Pop Goes the Linguist

June 22, 2013
Posted by Jay Livingston

In the Pittsburgh of my youth, soft drinks were “pop” or sometimes “soda pop.”  In college, I found myself among New Yorkers, who ordered a “soda” and made fun of the native Bostonians who called it “tonic” (pronounced “tawnic”)

A few weeks ago, this linguistic map* was making the rounds of the Internet.  It confirms my own impression (though it omits the tonic). 

Today I went to the Yankees-Rays** game, where I saw this.

“Pop” in the Bronx?  I am at a loss to even guess how this word choice might have happened. The mad men with the Pepsi account are probably New Yorkers.  The audience, even if this was today’s national TV game, would be heavily from New York and Florida, both in soda territory. Frankly, I'm puzzled.


* The map is from a set created by Joshua Katz   from survey data gathered Bert Vaux. You can see all 22 maps here.
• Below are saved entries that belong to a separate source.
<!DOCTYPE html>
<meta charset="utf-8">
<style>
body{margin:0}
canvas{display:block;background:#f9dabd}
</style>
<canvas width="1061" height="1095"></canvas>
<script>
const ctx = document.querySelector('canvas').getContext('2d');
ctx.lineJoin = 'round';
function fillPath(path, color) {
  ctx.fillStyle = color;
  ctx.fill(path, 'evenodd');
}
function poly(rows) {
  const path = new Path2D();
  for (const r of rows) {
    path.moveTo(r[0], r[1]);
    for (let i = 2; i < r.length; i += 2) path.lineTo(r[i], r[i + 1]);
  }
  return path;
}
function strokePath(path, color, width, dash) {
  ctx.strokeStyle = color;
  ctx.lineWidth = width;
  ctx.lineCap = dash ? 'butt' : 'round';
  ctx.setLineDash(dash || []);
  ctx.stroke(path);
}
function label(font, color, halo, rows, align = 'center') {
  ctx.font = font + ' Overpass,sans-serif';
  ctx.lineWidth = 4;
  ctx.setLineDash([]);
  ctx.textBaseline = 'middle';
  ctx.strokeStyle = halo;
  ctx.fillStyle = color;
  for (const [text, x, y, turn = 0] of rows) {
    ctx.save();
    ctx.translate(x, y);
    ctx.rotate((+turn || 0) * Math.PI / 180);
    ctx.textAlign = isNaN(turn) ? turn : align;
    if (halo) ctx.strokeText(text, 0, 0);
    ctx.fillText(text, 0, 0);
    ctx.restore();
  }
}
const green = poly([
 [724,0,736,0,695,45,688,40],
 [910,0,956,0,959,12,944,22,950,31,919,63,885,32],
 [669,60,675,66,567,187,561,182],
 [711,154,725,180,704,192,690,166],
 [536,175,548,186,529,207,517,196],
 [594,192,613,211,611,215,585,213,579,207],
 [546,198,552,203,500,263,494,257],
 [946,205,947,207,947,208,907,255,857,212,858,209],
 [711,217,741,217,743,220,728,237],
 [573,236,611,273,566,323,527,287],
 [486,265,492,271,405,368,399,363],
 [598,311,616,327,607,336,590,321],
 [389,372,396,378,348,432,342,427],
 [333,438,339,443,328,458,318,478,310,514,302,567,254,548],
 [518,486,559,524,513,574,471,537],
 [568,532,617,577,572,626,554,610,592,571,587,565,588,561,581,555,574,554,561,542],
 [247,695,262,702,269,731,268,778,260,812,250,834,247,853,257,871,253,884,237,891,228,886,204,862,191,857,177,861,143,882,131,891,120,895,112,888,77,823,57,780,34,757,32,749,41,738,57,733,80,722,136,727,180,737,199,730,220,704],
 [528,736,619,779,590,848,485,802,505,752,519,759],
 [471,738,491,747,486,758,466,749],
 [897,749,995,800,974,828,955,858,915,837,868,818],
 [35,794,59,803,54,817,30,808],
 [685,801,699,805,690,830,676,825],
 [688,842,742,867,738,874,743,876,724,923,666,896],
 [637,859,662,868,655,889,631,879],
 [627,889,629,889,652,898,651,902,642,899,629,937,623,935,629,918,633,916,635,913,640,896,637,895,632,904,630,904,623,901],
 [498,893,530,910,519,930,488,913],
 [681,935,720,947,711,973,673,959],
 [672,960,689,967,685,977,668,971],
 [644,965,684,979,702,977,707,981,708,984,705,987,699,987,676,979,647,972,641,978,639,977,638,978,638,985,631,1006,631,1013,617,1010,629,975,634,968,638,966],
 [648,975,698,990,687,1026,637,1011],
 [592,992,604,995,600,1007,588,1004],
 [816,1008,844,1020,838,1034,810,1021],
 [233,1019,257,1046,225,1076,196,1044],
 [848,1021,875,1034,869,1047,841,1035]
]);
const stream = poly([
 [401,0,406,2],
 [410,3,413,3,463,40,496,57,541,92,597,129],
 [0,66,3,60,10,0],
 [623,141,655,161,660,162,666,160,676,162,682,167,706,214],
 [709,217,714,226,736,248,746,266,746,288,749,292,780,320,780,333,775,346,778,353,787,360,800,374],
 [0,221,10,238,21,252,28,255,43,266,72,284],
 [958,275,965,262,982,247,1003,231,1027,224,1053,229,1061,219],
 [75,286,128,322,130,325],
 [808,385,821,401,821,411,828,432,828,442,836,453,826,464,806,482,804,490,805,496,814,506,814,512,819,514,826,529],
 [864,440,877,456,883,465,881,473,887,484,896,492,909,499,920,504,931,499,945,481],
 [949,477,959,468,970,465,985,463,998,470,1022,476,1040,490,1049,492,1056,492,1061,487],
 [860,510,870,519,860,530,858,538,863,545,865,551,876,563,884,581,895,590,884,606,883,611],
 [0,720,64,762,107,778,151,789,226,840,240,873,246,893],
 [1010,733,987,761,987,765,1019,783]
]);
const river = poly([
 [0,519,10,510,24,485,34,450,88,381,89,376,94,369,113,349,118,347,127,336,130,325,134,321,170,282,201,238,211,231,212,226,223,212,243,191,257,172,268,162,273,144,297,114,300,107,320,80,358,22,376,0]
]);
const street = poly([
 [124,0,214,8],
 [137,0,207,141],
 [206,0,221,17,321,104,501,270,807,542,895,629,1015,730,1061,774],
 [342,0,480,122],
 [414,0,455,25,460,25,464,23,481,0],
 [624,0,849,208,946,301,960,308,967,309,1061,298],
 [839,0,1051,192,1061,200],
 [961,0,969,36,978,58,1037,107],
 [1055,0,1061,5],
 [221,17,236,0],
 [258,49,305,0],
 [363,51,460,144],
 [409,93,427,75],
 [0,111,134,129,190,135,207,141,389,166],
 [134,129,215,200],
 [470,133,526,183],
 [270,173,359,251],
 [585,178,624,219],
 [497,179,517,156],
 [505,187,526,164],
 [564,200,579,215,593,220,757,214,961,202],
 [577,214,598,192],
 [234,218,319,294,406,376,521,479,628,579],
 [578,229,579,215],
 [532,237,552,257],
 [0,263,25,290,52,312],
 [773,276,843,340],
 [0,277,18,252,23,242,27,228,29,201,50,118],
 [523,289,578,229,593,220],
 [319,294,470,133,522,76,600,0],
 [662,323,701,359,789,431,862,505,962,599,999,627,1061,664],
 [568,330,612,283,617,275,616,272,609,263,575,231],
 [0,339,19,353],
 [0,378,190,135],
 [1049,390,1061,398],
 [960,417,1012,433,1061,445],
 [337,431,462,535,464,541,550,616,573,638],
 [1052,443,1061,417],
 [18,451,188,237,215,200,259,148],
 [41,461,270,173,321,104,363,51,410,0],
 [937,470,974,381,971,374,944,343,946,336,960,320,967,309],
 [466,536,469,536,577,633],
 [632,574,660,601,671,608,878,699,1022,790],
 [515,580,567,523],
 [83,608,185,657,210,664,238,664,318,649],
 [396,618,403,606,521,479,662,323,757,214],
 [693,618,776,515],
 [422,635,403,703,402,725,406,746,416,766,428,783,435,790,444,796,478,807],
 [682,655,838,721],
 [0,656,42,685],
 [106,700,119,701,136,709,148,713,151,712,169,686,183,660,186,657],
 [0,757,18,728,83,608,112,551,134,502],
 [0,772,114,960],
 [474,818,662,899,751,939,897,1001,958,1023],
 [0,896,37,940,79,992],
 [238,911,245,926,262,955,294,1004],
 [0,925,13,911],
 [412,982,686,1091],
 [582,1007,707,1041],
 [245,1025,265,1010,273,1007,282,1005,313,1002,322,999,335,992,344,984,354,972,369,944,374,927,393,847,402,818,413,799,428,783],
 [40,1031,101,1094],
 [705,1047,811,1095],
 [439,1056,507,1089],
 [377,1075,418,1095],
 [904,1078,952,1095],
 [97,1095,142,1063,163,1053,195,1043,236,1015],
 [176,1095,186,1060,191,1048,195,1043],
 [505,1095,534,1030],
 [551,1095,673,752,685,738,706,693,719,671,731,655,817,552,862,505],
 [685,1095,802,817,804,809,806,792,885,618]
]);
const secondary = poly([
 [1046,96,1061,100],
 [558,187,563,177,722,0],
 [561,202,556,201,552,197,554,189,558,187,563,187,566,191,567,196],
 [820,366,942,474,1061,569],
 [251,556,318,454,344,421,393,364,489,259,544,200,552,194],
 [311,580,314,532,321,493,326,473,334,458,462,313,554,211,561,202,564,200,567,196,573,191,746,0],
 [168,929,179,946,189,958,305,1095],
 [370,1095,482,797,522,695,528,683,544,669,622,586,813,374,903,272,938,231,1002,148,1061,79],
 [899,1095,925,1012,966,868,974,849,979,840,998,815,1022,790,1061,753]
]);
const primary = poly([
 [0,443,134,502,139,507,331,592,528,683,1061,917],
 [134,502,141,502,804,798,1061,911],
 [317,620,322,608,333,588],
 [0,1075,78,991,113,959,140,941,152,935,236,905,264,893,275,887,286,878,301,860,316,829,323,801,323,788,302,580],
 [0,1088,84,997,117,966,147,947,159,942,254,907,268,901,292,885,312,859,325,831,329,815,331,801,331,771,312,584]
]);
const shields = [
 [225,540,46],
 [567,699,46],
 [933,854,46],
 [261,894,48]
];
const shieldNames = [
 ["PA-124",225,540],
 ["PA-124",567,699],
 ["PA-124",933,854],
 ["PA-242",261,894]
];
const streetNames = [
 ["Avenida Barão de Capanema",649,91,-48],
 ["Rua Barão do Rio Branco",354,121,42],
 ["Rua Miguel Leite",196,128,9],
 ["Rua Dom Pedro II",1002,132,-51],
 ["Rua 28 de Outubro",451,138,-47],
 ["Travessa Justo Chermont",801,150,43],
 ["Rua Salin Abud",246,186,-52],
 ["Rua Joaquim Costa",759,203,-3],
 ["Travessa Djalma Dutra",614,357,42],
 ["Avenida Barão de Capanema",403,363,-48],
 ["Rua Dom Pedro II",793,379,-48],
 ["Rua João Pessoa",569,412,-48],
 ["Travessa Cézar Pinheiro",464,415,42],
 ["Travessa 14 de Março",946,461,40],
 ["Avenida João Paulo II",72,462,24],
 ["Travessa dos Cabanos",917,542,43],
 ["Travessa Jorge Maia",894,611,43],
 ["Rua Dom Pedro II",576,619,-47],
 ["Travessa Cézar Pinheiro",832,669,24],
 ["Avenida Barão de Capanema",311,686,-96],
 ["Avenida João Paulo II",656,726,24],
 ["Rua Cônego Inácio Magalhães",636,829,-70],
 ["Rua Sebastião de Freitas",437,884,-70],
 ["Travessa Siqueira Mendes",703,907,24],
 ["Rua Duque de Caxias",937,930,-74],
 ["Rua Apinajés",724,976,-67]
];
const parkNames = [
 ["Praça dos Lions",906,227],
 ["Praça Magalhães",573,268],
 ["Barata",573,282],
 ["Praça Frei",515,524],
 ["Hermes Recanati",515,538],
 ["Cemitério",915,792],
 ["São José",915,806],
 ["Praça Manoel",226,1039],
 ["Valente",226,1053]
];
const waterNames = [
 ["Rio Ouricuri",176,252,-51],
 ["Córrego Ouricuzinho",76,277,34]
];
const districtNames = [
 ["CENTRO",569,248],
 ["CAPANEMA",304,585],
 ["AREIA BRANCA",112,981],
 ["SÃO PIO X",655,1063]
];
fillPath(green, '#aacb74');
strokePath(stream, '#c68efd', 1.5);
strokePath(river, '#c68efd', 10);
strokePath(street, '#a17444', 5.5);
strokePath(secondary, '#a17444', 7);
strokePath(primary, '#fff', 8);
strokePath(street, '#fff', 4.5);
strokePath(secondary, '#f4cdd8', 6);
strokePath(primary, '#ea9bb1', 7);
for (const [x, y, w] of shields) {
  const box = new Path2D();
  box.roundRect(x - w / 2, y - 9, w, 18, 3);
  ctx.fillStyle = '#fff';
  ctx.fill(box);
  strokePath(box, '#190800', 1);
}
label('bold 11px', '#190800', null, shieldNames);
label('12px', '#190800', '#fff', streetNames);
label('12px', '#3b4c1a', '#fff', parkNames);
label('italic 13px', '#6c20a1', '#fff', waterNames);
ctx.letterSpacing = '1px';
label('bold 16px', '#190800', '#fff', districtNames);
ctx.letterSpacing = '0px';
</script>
** The team was originally the Devil Rays.  I can find no confirmation for the idea that the cause of this casting out of devils was pressure from religious conservatives.  The owner, Stuart Sternberg, explained the new name “We are now the ‘Rays’ – a beacon that radiates throughout Tampa Bay and across the entire state of Florida.”  To my own ear, a team of Rays suggests not a beacon but instead a line-up might with stars like Bradbury, Kurzweil, Charles, and others.